The waitress carried a good one-hundred-eighty-five pounds on her five-feet two-inches. She was about forty-five, Sailor guessed, and she reeked of alcohol. Sailor figured her for a nighttime cheap gin drinker. Five minutes after she was in her trailer door after work, he imagined, she'd be kicked back in her Barcalounger watching the news, four fingers of Gilbey's over a couple of cubes in a half-frosted chimney in one hand and five inches of menthol in the other.
“My wife's tryin' to quit,” he said.
“I got thirty years worth of tar and nicotine in me,” said the waitress,
“too late to stop.
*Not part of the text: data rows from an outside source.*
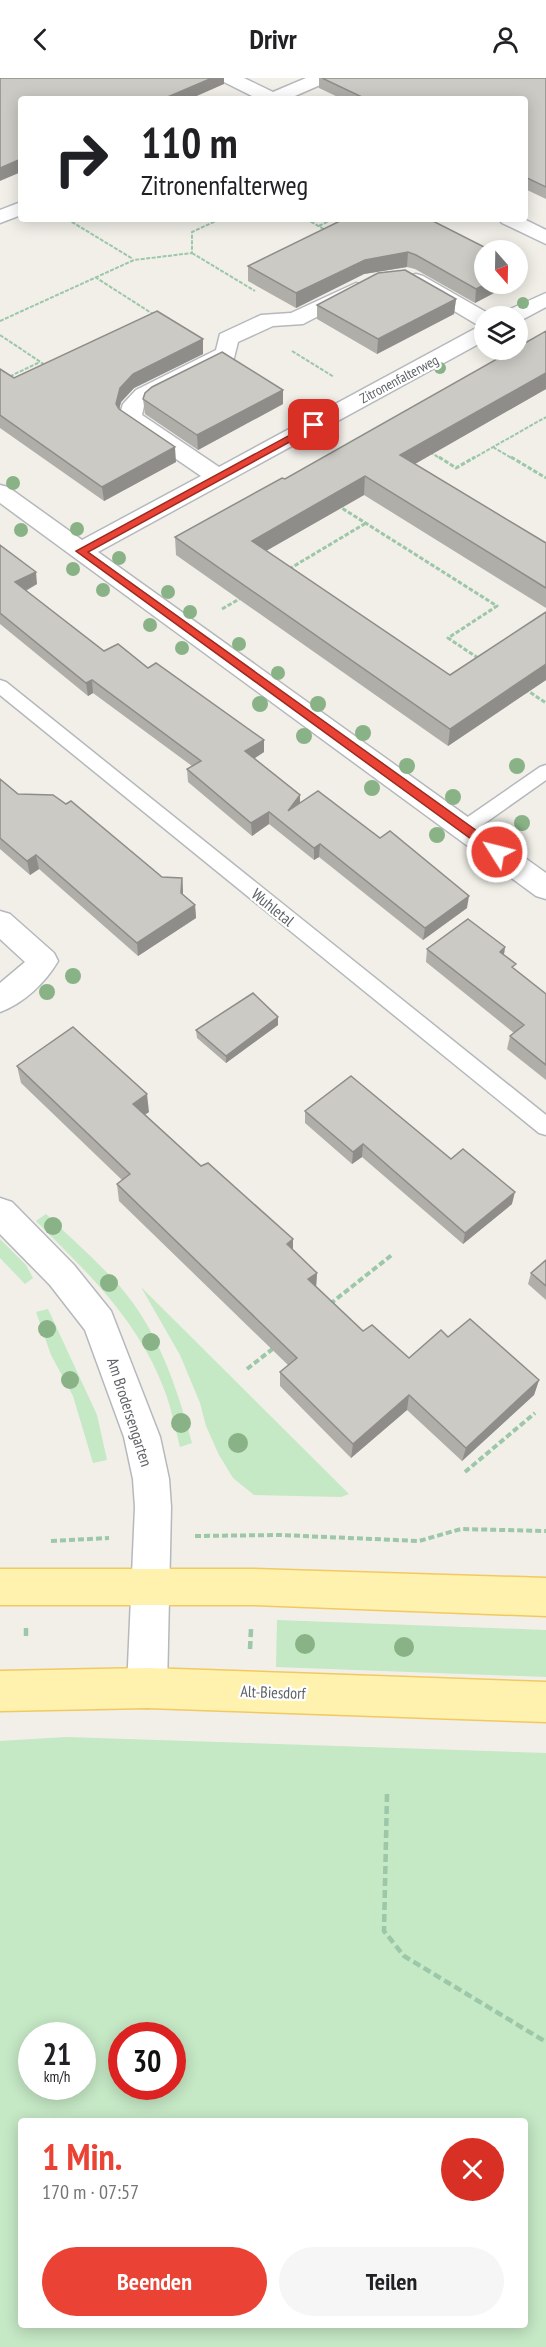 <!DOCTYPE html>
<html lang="de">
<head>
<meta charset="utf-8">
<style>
	:root { --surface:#fff; --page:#f6f6f6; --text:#202124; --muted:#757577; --accent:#ea4335 }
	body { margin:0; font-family:"PT Sans Narrow",sans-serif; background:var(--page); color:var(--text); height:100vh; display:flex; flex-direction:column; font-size:22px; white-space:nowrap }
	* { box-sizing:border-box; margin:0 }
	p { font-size:20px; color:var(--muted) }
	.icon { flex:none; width:33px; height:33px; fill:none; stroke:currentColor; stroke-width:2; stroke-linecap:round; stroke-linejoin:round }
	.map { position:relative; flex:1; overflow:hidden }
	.side { position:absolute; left:18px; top:2040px; width:510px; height:210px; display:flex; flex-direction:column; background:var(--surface); border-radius:6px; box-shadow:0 3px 15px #0003 }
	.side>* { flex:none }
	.top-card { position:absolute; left:18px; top:18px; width:510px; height:126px; border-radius:6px; box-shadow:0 3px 15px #0003; background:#fff; color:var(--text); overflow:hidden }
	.needle { width:39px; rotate:160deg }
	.tools { position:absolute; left:474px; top:162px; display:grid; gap:12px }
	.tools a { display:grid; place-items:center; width:54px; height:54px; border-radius:50%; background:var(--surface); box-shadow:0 3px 15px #0003; font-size:30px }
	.speed { position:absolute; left:18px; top:1944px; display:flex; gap:12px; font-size:30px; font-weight:700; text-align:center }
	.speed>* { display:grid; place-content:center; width:78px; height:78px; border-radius:50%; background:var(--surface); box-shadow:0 3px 15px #0003; line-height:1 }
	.speed small { font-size:15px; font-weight:400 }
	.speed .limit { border:9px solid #d22; background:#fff; color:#111 }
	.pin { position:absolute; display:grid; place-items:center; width:51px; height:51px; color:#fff; margin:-26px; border-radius:12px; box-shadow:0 3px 9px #0006 }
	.me { position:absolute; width:66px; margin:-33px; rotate:306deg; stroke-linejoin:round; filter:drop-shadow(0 0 4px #0008) }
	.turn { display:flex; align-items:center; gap:21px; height:126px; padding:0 24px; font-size:27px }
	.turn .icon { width:78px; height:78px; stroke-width:2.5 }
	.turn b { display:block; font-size:42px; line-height:51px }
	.round { display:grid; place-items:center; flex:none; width:63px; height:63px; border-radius:32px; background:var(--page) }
	.overview { display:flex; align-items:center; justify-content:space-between; height:102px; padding:0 24px }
	h1 { font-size:36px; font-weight:700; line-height:45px; color:var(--accent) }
	.primary-button { display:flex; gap:12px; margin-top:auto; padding:12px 24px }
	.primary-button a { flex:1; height:69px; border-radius:36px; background:var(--accent); color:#fff; font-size:24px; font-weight:700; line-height:69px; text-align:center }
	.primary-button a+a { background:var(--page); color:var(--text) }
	header { display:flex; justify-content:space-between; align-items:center; height:78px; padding:0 24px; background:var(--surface); font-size:27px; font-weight:700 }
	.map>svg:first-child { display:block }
	.green { fill:#c5e8c5; fill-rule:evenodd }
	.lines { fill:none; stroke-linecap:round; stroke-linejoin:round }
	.service-casing { stroke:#b5b8bc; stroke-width:3 }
	.minor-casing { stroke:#b5b8bc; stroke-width:3 }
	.primary-casing { stroke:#f2c960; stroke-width:3 }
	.path-far3 { stroke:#9cc7a9; stroke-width:2; stroke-dasharray:4 1.5; stroke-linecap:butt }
	.path-far2 { stroke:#9cc7a9; stroke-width:3; stroke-dasharray:4.5 2; stroke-linecap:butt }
	.path-far1 { stroke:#9cc7a9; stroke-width:4; stroke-dasharray:6 3; stroke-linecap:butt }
	.path { stroke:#9cc7a9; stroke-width:4.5; stroke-dasharray:8 4; stroke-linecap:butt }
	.service { fill:#fff; fill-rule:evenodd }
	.minor { fill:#fff; fill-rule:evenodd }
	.primary { fill:#fff2af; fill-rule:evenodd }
	.tree { fill:#89b387 }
	.wall { fill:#afaea9 }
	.shaded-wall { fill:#8f8d8a }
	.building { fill:#cccac5; stroke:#8f8d8a; stroke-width:1.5 }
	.route { fill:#ea4335; stroke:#982c22; stroke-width:1.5 }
	.labels { text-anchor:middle; stroke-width:4.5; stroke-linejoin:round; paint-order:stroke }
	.far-street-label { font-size:14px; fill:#5f6368; stroke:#fff }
	.street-label { font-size:16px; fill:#5f6368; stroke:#fff }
</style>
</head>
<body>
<header><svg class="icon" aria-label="back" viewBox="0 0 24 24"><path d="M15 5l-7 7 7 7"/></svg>Drivr<svg class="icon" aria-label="person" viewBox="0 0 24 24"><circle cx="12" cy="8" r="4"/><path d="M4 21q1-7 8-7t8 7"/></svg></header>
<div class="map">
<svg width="546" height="2269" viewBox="0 0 546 2269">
	<rect width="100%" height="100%" fill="#f1efe8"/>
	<path class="green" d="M 46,1136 C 68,1158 92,1178 113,1201 C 156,1246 176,1306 192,1365 L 180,1369 C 175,1349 171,1329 164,1311 C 138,1242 87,1194 36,1143 Z
		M 0,1161 L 26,1187 L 33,1200 L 25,1206 L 0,1180 Z
		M 141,1209 L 349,1416 L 341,1419 L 254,1417 L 233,1400 L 219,1377 L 206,1348 L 200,1325 L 180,1277 Z
		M 48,1231 L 97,1337 L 107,1382 L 93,1385 L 73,1318 L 51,1277 L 36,1234 Z
		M 277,1542 L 546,1552 L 546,1599 L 276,1589 Z
		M 66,1659 L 546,1675 L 546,2269 L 0,2269 L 0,1663 ZM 32,1958 L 82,1958 L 82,2008 L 32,2008 ZM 122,1958 L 172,1958 L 172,2008 L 122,2008 ZM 21,2043 L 525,2043 L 525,2247 L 21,2247 Z"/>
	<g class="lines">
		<g class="service-casing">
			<path id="service" d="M 0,602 L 6,604 L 546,1037 L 546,1057 L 539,1055 L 0,617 Z
				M 546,687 L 546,702 L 471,755 L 465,756 L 459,755 L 456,750 L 459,745 L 540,689 Z"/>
		</g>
		<g class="minor-casing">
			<path id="minor" d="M 221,0 L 244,0 L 273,14 L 306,0 L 330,0 L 327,4 L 288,21 L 258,21 L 224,4 Z
				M 21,124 L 21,137 L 0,145 L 0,132 Z
				M 499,141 L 524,141 L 546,152 L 546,166 L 502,145 Z
				M 416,196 L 423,198 L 493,238 L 484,238 L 484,247 L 476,246 L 409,206 L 406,202 L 409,198 Z
				M 356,205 L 363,207 L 366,211 L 363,215 L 303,246 L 273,248 L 238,264 L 234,280 L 152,322 L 144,328 L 142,337 L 219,389 L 476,250 L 484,249 L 484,263 L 98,474 L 546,795 L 546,821 L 536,818 L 0,425 L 0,407 L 8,409 L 82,462 L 201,398 L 122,344 L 119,339 L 123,326 L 136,312 L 216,272 L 220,256 L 261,237 L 291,235 Z
				M 546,215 L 546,229 L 518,244 L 518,238 L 503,238 L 506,233 Z
				M 0,833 L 10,836 L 54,875 L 58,883 C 46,904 23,926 0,934 L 0,905 L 25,884 L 0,861 Z
				M 0,1120 L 12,1124 L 74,1187 L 111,1233 L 160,1359 L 169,1401 L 171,1429 L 167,1610 L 161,1624 L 147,1630 L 133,1624 L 127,1610 L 135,1429 L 133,1401 L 124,1359 L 85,1252 L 50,1207 L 0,1156 Z"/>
		</g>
		<g class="primary-casing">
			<path id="primary" d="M 0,1491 L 253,1491 L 546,1500 L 546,1538 L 253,1527 L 0,1527 Z
				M 147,1590 L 546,1604 L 546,1644 L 147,1630 L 0,1633 L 0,1593 Z"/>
		</g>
		<path class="path-far3" d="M 67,141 L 133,181
			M 306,141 L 327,153
			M 319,148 L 333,141
			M 192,175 L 255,213
			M 95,199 L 156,238
			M 0,243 L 134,182 L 192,175 L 192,154 L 220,141
			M 0,257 L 48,289
			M 292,273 L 334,299
			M 0,303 L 40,284
			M 493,369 L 513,381
			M 430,374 L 441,381
			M 472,381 L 546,339"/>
		<path class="path-far2" d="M 439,379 L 456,390 L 475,379
			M 511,379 L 546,400
			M 337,427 L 497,528 L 448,560 L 481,582
			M 289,491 L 366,445
			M 222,531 L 241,520
			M 525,611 L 546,625"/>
		<path class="path-far1" d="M 330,1226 L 393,1176
			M 247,1291 L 275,1269
			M 465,1394 L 535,1335
			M 195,1458 L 280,1457 L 419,1463 L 461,1451 L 546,1453
			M 51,1463 L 109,1460"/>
		<path class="path" d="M 26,1550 L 26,1560
			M 250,1571 L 251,1551
			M 387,1716 L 384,1853 L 404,1878 L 546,1964"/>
		<use href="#service" class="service"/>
		<use href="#minor" class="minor"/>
		<use href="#primary" class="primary"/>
	</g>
	<g class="tree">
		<circle cx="523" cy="225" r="6"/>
		<circle cx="440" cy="290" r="6"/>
		<circle cx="13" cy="405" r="7"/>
		<circle cx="77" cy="451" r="7"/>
		<circle cx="21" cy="452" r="7"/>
		<circle cx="119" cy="480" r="7"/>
		<circle cx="73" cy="491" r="7"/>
		<circle cx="103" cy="512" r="7"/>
		<circle cx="168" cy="514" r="7"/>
		<circle cx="190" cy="534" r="7"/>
		<circle cx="150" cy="547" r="7"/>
		<circle cx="239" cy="566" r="7"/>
		<circle cx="182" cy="570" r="7"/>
		<circle cx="278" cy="595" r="7"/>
		<circle cx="260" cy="626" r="8"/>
		<circle cx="318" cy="626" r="8"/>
		<circle cx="363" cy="655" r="8"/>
		<circle cx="304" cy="658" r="8"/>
		<circle cx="407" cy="688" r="8"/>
		<circle cx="517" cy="688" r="8"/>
		<circle cx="372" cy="710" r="8"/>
		<circle cx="453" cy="719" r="8"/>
		<circle cx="522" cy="745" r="8"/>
		<circle cx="437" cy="757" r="8"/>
		<circle cx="504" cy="757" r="8"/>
		<circle cx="491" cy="795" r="8"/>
		<circle cx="73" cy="898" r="8"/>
		<circle cx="47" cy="914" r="8"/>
		<circle cx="53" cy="1148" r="9"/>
		<circle cx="109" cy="1205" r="9"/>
		<circle cx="47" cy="1251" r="9"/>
		<circle cx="151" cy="1264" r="9"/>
		<circle cx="70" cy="1302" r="9"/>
		<circle cx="181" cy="1345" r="10"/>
		<circle cx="238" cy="1365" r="10"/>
		<circle cx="305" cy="1566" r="10"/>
		<circle cx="404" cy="1569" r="10"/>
	</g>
	<path class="wall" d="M 319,0 L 546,0 L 546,121 L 525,111 L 525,21 L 342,21 L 319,10 Z
		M 344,141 L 484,206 L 511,206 L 475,225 L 415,191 L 407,189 L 364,196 L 296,230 L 248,203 L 248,188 Z
		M 456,221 L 454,236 L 377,276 L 317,241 L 317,227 Z
		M 546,253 L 546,311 L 415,386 L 546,465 L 546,530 L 364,417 L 266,473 L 450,597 L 546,534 L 546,602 L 448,668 L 176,477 L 175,459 L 285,401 Z
		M 203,261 L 203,276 L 134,310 L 121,324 L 119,331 L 176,384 L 104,423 L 0,350 L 0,291 L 14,300 Z
		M 283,312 L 283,326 L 198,372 L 145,336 L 143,321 Z
		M 0,467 L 37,506 L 26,513 L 104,573 L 148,590 L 264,674 L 254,680 L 300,717 L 300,725 L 467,830 L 423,862 L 319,779 L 314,782 L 269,746 L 252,758 L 188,704 L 187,691 L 192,688 L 93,615 L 88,618 L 0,546 Z
		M 0,701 L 18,716 L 162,799 L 182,800 L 183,817 L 195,827 L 196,840 L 138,878 L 39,791 L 30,797 L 0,771 Z
		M 505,869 L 504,877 L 515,892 L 546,916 L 546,1002 L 507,971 L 510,958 L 514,955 L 426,884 L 427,871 Z
		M 278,939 L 278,947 L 226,985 L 197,960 L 196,952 Z
		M 17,988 L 149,1034 L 145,1036 L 201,1088 L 293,1161 L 293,1172 L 317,1195 L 316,1209 L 363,1253 L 409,1280 L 448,1259 L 539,1302 L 534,1317 L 462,1383 L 407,1332 L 351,1380 L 280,1308 L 280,1294 L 288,1287 L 119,1123 L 117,1106 L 122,1102 L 21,1005 Z
		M 305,1033 L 451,1081 L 512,1126 L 463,1166 L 362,1079 L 352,1086 L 305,1045 Z
		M 546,1182 L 546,1222 L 528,1206 L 531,1195 Z"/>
	<path class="shaded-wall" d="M 212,0 L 224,0 L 224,6 L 190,21 L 163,21 Z
		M 21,81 L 21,94 L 0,103 L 0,90 Z
		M 408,174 L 407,189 L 364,196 L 296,230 L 296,215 L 365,182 Z
		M 486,206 L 511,206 L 475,225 L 476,211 Z
		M 456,221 L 454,236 L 377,276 L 378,261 Z
		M 203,261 L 203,276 L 134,310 L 121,324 L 117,340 L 116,326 L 120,310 L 133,296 Z
		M 546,295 L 546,311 L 399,395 L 400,377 Z
		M 283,312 L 283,326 L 198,372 L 197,357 Z
		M 175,369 L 176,384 L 104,423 L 102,409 Z
		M 365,398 L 364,417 L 252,481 L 252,463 Z
		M 36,494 L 37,506 L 17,517 L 15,504 Z
		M 546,586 L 546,602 L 448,668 L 450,651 Z
		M 92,602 L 93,615 L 88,618 L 86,605 Z
		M 264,662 L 264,674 L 246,686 L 245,673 Z
		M 300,717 L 300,729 L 288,733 Z
		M 269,734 L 269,746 L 252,758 L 251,745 Z
		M 320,766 L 319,779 L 314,782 L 314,770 Z
		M 36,777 L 39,791 L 30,797 L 27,783 Z
		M 182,800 L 183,813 L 182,828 L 181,815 Z
		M 469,818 L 467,830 L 423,862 L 425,850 Z
		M 195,827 L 196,840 L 138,878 L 137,865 Z
		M 505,869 L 503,882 L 500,874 Z
		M 278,939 L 278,947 L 226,985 L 226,978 Z
		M 147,1016 L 149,1034 L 136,1043 L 133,1026 Z
		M 363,1066 L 362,1079 L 352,1086 L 353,1074 Z
		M 515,1114 L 512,1126 L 463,1166 L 465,1155 Z
		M 293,1161 L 293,1177 L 287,1166 Z
		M 317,1195 L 316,1210 L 308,1201 Z
		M 539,1302 L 534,1317 L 462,1383 L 466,1370 Z
		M 409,1317 L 407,1332 L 351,1380 L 353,1366 Z"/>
	<path class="building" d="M 0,0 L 212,0 L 163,21 L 21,21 L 21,81 L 0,90 Z
		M 322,0 L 546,0 L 546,109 L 525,99 L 525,21 L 366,21 Z
		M 344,141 L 429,141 L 490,172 L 484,172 L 484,206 L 486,206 L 476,211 L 416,177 L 408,174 L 365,182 L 296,215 L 248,188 Z
		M 405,192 L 456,221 L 378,261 L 317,227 L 378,195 Z
		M 157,233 L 203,261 L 133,296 L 120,310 L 116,326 L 119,331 L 175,369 L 102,409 L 0,337 L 0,291 L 14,300 Z
		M 546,253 L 546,295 L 400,377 L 546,465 L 546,510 L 365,398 L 252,463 L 450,597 L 546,534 L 546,586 L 450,651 L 175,459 L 282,400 L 285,401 L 513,272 L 518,272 L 518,269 Z
		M 222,274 L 283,312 L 197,357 L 143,321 L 145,315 L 152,309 Z
		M 0,467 L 36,494 L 15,504 L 104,573 L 118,566 L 148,590 L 156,585 L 264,662 L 245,673 L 300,717 L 288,733 L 318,713 L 380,760 L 390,753 L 469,818 L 425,850 L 320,766 L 314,770 L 269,734 L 251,745 L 187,691 L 201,683 L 92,602 L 86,605 L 0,535 Z
		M 0,701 L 18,716 L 53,717 L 66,726 L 71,723 L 162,799 L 182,800 L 181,815 L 195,827 L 137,865 L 36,777 L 27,783 L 0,760 Z
		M 468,841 L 505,869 L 500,874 L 516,886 L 512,889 L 546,916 L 546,987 L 510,958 L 524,947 L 427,871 Z
		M 253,915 L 278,939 L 226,978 L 196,952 Z
		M 73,949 L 147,1016 L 133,1026 L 201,1088 L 208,1085 L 293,1161 L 287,1166 L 317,1195 L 308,1201 L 363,1253 L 372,1247 L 409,1280 L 441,1252 L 448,1259 L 470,1241 L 539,1302 L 466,1370 L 409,1317 L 353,1366 L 280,1294 L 297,1280 L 117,1106 L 130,1096 L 17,988 Z
		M 351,998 L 451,1081 L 463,1071 L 515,1114 L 465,1155 L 363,1066 L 353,1074 L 305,1033 Z
		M 546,1182 L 546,1208 L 531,1195 Z"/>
	<path class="route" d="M 314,344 L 317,345 L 317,349 L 88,474 L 502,771 L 502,777 L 493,777 L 76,473 Z"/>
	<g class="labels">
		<g class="far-street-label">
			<text transform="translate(399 301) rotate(-28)" y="5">Zitronenfalterweg</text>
		</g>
		<g class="street-label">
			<text transform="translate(273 829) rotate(39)" y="6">Wuhletal</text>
			<text transform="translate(130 1334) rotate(72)" y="6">Am Brodersengarten</text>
			<text transform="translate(273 1614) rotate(2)" y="6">Alt-Biesdorf</text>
		</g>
	</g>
</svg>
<div class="tools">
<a><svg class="needle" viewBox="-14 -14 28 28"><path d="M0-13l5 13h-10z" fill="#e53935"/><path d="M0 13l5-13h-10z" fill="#757577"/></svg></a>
<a><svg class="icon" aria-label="layers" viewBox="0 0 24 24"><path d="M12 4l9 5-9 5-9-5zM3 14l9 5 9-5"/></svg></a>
</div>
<div class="speed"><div>21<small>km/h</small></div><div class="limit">30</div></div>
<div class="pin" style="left:314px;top:347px;background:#d93025"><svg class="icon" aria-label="arrive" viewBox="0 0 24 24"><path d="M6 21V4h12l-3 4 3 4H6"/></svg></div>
<svg class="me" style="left:497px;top:774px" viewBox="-20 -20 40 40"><circle r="17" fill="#ea4335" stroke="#fff" stroke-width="3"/><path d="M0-11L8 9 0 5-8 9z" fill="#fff"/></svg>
<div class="top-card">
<div class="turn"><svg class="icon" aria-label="right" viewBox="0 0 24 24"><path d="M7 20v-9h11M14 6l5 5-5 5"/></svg><div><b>110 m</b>Zitronenfalterweg</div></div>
</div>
<section class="side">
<div class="overview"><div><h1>1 Min.</h1><p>170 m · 07:57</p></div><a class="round" style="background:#d93025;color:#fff"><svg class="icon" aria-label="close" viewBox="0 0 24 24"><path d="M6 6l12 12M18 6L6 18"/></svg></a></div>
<div class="primary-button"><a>Beenden</a><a>Teilen</a></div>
</section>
</div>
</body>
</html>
Anyway, I like it. This health thing's gone just about far as it can now, I reckon. What with AIDS and the Big C, not to mention heart disease and drug-related crimes, might as well let yourself go a little and get some pleasure out of life. My son, Orwell, he's twenty-two now, was born deaf and with a withered-up left arm? He won't eat nothin' but raw vegetables, no meat or dairy. Runs three miles ev'ry damn mornin' before seven, then goes to work at the telephone office. In bed by nine-thirty each night. You'd think Orwell'd want to cut loose, 'specially after the cards he been dealt, but he figures he might could live forever he don't smoke or drink liquor and sticks to eatin' greens. What for? That ain't livin', it's runnin' spooked. Can't stand to see it, but half the world's in the coward's way at present. You folks take care now. Highway's full of God's worst mistakes.”